### [Exercise objective]
In the material below, find all lines with the string "fabs" and copy them.

________________________

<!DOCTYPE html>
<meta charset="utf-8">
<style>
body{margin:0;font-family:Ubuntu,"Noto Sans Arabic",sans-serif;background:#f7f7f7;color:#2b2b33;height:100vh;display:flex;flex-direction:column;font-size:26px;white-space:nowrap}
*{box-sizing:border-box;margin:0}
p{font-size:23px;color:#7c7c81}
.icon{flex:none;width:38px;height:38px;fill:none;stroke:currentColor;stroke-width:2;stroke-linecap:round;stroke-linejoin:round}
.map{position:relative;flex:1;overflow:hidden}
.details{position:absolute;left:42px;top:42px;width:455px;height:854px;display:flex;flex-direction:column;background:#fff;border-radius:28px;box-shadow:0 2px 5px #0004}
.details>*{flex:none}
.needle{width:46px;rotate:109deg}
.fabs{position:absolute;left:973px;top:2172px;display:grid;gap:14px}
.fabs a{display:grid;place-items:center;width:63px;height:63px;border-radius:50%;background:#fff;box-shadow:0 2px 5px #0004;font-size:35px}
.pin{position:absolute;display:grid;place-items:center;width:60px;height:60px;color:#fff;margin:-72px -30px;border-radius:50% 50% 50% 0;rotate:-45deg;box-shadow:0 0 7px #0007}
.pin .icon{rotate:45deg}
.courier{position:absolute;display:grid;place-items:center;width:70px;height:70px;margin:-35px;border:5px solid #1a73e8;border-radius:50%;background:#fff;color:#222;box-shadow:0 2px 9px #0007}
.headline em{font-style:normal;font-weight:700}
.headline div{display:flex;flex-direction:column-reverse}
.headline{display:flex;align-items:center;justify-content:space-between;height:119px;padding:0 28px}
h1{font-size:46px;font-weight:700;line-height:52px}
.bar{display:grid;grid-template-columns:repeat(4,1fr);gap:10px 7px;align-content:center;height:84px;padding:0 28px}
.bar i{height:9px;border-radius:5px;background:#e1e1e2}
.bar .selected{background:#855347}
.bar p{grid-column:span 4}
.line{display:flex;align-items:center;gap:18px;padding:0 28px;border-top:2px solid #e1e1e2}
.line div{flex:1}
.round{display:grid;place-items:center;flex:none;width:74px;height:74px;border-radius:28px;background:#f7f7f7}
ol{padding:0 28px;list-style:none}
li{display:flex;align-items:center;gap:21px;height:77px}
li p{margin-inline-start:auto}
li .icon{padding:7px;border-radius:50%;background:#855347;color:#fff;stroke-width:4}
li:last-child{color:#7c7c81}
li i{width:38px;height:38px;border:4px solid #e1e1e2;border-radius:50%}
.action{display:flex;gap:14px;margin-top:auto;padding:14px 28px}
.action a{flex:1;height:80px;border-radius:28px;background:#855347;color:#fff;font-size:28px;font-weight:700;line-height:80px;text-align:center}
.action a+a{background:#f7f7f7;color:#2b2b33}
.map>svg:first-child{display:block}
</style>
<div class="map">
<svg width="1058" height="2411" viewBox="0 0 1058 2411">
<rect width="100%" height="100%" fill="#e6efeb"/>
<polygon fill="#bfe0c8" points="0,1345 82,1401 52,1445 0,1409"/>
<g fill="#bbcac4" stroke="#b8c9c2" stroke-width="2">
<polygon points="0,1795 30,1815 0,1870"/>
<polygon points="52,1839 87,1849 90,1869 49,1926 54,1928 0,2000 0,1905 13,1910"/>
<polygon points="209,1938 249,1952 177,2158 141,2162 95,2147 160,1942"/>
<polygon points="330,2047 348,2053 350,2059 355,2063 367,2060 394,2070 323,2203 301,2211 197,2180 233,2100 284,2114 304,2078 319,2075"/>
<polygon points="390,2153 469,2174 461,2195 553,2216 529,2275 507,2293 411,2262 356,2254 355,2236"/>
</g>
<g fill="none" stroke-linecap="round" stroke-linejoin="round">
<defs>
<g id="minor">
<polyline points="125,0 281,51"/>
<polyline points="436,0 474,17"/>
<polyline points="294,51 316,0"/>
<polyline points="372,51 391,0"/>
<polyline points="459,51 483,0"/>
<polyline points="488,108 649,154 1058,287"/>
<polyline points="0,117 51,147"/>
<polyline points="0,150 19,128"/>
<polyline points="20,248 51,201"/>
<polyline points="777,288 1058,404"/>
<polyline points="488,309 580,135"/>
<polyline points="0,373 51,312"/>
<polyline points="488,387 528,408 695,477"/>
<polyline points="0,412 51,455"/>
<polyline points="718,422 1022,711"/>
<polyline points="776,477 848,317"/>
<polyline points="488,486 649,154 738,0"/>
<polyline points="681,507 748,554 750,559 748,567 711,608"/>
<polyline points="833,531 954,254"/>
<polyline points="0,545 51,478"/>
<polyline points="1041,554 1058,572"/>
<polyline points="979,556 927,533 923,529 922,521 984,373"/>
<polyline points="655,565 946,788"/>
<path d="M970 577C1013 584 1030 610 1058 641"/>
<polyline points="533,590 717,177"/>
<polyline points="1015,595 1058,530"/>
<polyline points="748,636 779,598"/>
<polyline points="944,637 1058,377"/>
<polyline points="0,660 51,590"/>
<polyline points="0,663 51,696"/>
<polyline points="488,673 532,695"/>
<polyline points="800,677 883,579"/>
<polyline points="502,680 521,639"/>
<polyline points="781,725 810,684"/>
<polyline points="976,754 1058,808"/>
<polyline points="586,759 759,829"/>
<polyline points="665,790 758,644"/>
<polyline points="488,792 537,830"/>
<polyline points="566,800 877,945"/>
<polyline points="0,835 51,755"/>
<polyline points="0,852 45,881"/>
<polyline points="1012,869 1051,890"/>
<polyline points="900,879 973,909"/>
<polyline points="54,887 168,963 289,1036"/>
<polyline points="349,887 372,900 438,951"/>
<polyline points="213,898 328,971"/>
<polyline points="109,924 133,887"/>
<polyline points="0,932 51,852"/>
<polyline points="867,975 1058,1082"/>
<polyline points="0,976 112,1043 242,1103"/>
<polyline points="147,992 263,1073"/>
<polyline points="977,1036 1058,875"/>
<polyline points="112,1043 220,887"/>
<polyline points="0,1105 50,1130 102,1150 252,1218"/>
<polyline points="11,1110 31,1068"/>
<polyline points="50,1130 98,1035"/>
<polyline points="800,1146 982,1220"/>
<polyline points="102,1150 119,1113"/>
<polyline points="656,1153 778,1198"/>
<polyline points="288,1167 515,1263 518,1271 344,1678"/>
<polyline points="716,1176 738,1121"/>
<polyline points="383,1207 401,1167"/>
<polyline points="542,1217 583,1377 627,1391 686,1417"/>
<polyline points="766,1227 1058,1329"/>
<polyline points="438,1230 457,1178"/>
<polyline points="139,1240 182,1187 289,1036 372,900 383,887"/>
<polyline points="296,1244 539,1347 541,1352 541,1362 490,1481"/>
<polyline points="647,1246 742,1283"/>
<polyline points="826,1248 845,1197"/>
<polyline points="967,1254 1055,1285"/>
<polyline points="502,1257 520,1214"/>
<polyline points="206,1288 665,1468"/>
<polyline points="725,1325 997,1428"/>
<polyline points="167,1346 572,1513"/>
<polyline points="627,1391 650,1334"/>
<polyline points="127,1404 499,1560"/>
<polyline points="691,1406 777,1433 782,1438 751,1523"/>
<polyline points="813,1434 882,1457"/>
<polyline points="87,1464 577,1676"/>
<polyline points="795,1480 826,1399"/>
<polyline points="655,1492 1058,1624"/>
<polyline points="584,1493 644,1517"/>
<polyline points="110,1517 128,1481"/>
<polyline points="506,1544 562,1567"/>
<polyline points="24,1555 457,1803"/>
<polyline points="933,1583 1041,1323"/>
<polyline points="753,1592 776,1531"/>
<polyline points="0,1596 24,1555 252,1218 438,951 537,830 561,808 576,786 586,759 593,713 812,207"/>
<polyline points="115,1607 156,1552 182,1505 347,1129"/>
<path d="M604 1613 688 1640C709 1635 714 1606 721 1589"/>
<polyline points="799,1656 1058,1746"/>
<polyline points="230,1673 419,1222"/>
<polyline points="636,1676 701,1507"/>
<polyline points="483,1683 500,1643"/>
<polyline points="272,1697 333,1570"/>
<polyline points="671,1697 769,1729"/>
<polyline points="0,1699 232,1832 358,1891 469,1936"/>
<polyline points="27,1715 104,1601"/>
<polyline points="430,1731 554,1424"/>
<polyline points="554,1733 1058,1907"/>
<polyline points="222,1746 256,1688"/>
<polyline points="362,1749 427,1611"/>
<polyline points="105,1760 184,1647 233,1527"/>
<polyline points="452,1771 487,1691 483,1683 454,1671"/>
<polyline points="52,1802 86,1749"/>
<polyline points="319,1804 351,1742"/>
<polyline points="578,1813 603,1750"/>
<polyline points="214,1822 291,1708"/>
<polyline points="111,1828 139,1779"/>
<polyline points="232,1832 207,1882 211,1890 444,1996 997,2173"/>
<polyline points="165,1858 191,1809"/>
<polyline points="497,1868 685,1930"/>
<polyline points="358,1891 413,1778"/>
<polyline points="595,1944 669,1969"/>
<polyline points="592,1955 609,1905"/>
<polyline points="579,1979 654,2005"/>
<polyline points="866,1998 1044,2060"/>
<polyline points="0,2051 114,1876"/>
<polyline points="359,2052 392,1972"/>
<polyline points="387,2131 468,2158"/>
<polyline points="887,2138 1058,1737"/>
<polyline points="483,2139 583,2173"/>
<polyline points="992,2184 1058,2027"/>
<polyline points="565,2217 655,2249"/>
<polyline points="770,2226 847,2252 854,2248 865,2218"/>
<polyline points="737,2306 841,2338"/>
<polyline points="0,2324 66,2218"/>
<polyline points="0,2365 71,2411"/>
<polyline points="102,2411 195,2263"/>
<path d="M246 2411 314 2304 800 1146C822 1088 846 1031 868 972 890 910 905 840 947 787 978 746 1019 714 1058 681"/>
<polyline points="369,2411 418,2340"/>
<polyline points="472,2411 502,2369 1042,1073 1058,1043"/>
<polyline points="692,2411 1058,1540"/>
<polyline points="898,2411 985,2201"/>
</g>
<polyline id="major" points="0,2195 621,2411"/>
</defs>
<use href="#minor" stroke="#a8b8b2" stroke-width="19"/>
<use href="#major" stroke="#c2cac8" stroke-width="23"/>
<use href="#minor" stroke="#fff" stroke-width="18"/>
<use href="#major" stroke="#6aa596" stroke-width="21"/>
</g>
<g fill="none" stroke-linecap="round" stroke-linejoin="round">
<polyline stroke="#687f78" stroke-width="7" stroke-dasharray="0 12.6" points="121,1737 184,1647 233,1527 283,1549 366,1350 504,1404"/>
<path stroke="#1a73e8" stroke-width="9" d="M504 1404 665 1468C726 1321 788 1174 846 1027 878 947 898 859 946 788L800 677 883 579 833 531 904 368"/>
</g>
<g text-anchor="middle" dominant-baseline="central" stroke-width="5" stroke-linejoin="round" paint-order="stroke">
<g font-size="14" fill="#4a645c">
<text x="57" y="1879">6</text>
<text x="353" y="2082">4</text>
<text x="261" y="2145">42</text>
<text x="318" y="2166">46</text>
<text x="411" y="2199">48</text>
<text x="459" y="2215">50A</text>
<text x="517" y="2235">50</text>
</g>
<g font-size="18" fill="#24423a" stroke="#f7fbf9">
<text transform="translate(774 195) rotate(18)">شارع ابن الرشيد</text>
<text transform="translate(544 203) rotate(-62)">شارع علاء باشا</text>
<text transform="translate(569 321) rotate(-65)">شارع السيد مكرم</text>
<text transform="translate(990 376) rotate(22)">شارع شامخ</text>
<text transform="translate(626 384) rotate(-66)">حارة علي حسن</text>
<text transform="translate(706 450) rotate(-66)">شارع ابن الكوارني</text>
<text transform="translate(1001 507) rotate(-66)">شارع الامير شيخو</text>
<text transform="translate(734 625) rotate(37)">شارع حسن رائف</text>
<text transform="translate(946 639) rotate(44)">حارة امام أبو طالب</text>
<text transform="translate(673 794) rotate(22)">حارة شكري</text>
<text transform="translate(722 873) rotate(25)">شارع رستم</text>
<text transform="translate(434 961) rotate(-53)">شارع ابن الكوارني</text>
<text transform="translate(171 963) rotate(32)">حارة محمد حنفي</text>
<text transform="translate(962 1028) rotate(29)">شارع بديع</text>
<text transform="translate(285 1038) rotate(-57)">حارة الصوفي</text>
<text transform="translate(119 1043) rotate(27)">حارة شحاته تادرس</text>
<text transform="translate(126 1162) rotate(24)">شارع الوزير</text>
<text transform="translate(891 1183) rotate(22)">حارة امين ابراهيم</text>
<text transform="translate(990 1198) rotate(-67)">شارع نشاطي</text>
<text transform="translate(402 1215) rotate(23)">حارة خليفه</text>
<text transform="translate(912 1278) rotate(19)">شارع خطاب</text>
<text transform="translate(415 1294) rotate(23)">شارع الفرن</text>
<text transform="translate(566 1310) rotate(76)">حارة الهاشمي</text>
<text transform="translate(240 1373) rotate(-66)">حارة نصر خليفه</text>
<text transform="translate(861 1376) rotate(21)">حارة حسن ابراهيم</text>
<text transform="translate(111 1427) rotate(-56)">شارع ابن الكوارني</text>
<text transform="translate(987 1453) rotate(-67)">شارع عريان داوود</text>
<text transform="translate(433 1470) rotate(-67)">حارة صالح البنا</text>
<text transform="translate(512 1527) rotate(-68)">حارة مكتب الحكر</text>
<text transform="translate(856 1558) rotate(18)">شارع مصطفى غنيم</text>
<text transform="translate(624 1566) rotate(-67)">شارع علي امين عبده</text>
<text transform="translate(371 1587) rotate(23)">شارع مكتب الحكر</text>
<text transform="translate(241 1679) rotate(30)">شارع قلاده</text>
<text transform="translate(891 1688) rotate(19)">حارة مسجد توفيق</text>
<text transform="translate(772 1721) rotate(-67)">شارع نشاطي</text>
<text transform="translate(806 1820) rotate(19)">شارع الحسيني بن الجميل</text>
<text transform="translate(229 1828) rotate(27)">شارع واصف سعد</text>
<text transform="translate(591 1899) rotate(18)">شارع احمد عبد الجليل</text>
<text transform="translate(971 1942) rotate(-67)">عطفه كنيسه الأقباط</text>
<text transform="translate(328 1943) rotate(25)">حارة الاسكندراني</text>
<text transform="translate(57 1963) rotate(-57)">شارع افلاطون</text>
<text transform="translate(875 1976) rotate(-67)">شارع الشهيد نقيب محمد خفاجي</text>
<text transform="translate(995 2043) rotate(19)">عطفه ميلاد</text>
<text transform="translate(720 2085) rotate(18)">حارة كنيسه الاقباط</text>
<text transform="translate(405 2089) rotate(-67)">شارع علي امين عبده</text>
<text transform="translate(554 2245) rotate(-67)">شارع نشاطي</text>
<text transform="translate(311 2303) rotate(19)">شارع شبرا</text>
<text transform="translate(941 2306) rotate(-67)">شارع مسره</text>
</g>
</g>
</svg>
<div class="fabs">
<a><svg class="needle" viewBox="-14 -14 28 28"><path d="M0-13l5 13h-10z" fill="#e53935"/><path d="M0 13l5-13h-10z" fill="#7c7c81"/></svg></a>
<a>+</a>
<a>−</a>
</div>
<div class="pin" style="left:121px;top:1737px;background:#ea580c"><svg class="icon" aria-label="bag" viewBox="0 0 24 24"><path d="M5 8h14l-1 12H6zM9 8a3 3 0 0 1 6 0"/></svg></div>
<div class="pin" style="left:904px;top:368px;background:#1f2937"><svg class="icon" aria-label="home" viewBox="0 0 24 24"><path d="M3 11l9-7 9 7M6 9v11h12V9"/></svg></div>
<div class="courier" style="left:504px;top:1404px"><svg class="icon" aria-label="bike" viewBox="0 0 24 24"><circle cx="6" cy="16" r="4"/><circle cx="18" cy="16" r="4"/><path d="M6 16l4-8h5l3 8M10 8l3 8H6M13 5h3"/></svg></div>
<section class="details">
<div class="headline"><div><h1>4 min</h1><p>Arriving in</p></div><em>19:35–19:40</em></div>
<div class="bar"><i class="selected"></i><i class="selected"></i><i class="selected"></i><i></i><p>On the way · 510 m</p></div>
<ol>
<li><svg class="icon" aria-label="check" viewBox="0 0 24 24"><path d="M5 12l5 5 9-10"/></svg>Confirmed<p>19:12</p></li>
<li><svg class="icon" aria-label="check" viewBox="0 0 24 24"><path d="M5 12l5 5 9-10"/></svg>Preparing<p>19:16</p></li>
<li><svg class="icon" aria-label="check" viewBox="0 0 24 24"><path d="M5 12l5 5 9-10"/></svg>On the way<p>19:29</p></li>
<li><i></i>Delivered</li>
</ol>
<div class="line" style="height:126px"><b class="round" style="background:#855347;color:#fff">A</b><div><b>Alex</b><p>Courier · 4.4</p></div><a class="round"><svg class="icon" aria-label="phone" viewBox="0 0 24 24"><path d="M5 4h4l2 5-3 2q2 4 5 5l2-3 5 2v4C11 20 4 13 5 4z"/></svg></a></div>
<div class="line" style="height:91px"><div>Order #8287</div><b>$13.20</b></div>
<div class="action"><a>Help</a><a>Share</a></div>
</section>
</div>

________________________

### [Completed exercise]
.fabs{position:absolute;left:973px;top:2172px;display:grid;gap:14px}
.fabs a{display:grid;place-items:center;width:63px;height:63px;border-radius:50%;background:#fff;box-shadow:0 2px 5px #0004;font-size:35px}
<div class="fabs">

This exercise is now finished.